• **To do**: Copy word for word, please, the lines of the entries below running from the one containing "position:relative; width:2460px; height:789px;" to the one containing "padding:2px 6px; background:#23293c;", both ends included.

• **Exercise inputs**:
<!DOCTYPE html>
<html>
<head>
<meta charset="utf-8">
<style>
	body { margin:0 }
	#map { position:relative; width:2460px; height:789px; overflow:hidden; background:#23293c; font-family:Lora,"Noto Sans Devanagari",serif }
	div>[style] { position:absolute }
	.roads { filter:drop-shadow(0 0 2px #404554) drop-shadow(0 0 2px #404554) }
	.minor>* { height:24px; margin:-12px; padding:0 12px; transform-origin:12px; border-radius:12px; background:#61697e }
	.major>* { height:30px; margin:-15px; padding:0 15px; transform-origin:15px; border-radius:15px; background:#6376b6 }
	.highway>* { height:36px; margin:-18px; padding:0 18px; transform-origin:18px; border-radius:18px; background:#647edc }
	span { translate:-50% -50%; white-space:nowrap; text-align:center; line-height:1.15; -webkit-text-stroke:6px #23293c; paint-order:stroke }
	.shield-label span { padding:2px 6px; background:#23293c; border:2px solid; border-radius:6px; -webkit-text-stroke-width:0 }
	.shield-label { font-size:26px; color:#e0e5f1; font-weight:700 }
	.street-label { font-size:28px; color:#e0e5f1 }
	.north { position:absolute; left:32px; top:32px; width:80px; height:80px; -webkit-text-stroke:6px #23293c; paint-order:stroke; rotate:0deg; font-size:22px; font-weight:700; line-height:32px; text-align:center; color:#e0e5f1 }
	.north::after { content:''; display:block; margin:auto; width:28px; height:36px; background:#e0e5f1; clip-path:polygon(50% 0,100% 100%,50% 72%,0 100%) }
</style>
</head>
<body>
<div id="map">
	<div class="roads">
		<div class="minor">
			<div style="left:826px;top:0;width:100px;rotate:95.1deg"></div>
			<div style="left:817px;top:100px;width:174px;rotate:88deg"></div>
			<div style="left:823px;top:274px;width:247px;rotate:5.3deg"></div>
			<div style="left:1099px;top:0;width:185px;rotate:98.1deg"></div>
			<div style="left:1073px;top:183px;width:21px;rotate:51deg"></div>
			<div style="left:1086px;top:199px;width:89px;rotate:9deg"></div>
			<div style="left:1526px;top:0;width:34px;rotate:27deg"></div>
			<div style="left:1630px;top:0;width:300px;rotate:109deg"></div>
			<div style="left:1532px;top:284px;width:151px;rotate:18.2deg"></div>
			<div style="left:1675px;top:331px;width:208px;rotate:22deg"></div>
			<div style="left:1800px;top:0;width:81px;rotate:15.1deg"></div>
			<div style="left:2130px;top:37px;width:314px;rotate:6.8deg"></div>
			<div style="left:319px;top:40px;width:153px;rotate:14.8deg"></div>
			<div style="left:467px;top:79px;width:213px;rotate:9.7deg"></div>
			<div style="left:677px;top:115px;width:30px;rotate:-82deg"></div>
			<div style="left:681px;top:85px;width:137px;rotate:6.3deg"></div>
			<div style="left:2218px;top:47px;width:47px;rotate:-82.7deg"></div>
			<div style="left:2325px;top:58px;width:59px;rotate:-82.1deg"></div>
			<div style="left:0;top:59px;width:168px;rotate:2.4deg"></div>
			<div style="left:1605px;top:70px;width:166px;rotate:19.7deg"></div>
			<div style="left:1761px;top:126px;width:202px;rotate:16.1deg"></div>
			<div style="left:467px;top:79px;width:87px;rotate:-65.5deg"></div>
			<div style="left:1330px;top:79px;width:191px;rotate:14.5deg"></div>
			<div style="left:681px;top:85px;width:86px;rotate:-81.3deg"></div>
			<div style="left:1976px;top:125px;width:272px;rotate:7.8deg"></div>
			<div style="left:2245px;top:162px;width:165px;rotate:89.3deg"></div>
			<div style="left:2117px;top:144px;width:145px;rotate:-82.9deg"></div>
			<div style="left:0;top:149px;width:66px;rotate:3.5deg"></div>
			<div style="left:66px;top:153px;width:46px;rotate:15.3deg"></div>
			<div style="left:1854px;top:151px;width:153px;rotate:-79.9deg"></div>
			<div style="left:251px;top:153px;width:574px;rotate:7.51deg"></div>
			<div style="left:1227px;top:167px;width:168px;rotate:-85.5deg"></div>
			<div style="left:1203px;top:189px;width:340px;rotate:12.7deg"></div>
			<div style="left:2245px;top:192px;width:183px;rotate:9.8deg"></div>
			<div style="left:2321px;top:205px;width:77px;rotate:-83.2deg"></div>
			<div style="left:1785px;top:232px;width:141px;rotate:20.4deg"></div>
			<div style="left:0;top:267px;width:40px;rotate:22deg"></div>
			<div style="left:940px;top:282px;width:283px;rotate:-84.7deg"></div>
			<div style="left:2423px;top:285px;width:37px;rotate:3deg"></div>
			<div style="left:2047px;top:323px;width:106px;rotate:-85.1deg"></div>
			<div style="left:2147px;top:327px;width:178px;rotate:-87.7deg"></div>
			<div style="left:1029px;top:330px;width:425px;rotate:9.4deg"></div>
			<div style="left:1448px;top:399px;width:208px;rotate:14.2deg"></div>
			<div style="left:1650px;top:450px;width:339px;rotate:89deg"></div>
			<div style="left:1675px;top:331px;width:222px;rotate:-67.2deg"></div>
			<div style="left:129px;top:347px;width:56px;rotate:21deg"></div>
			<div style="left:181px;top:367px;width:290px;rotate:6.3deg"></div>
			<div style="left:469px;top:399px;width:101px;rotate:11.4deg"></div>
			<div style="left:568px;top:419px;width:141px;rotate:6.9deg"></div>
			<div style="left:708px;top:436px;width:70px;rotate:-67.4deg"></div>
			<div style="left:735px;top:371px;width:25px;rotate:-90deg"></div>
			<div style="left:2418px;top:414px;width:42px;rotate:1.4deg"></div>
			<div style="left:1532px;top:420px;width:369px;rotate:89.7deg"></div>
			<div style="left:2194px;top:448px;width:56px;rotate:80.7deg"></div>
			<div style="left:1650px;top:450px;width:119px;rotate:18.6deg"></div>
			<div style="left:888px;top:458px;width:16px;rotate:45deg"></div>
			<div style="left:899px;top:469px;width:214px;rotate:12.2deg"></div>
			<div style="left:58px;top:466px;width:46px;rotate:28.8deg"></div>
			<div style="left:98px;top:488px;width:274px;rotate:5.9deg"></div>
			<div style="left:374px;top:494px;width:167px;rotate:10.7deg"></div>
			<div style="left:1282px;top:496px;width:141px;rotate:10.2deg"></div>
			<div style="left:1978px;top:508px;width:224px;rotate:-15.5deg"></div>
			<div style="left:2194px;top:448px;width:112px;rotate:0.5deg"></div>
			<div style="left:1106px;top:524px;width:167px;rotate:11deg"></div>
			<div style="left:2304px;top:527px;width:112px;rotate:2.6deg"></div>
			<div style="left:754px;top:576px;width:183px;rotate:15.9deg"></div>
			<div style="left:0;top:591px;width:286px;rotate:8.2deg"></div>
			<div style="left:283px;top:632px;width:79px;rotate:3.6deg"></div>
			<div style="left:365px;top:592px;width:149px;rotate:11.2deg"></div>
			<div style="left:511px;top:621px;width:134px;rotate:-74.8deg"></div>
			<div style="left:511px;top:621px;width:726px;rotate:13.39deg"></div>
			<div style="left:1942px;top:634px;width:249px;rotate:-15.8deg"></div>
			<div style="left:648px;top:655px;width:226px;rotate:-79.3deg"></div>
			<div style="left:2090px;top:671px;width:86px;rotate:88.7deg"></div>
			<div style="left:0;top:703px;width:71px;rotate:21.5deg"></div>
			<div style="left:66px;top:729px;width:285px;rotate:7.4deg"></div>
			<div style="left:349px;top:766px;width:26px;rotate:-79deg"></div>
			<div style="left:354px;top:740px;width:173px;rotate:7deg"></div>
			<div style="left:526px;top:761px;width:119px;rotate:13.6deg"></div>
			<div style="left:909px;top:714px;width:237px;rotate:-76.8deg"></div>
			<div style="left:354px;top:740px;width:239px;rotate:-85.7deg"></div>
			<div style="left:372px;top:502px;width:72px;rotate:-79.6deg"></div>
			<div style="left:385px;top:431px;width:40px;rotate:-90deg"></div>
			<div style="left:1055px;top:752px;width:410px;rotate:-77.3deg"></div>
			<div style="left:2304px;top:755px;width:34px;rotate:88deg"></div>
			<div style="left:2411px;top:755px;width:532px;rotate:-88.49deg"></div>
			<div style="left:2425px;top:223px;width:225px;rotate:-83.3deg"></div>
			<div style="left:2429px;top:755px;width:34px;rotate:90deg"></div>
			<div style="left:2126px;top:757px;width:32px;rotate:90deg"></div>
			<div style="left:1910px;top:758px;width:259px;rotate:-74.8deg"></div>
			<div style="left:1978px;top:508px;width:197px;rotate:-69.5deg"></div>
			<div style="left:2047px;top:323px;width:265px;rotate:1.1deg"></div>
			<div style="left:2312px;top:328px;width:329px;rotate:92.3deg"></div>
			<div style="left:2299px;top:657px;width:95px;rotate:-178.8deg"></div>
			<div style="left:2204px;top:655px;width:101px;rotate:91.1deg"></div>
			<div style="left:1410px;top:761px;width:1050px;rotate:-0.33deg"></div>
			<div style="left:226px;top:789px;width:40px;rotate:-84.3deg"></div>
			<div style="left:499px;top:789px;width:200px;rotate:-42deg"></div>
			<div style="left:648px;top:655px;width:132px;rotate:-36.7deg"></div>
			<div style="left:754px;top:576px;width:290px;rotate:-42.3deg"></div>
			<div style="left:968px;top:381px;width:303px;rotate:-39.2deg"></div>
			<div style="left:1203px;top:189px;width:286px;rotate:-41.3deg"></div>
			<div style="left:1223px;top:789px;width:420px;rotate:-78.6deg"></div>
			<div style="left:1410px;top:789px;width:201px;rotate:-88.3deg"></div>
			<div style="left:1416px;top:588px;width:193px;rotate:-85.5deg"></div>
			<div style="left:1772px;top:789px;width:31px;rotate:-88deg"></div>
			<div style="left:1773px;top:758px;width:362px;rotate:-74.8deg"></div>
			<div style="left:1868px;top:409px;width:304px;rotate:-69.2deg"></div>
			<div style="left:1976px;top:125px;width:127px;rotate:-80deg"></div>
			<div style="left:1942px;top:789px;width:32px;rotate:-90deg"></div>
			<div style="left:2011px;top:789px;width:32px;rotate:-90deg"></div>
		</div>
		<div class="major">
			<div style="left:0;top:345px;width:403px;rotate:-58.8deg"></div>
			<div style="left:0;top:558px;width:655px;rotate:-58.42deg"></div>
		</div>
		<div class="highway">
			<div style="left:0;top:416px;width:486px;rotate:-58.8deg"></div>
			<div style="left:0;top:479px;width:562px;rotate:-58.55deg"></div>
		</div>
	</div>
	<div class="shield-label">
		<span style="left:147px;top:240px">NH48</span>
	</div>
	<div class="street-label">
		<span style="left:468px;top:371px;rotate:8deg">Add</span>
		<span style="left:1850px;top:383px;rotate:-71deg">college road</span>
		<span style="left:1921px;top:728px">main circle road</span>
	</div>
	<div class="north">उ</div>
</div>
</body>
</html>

• **Your solution**:
	#map { position:relative; width:2460px; height:789px; overflow:hidden; background:#23293c; font-family:Lora,"Noto Sans Devanagari",serif }
	div>[style] { position:absolute }
	.roads { filter:drop-shadow(0 0 2px #404554) drop-shadow(0 0 2px #404554) }
	.minor>* { height:24px; margin:-12px; padding:0 12px; transform-origin:12px; border-radius:12px; background:#61697e }
	.major>* { height:30px; margin:-15px; padding:0 15px; transform-origin:15px; border-radius:15px; background:#6376b6 }
	.highway>* { height:36px; margin:-18px; padding:0 18px; transform-origin:18px; border-radius:18px; background:#647edc }
	span { translate:-50% -50%; white-space:nowrap; text-align:center; line-height:1.15; -webkit-text-stroke:6px #23293c; paint-order:stroke }
	.shield-label span { padding:2px 6px; background:#23293c; border:2px solid; border-radius:6px; -webkit-text-stroke-width:0 }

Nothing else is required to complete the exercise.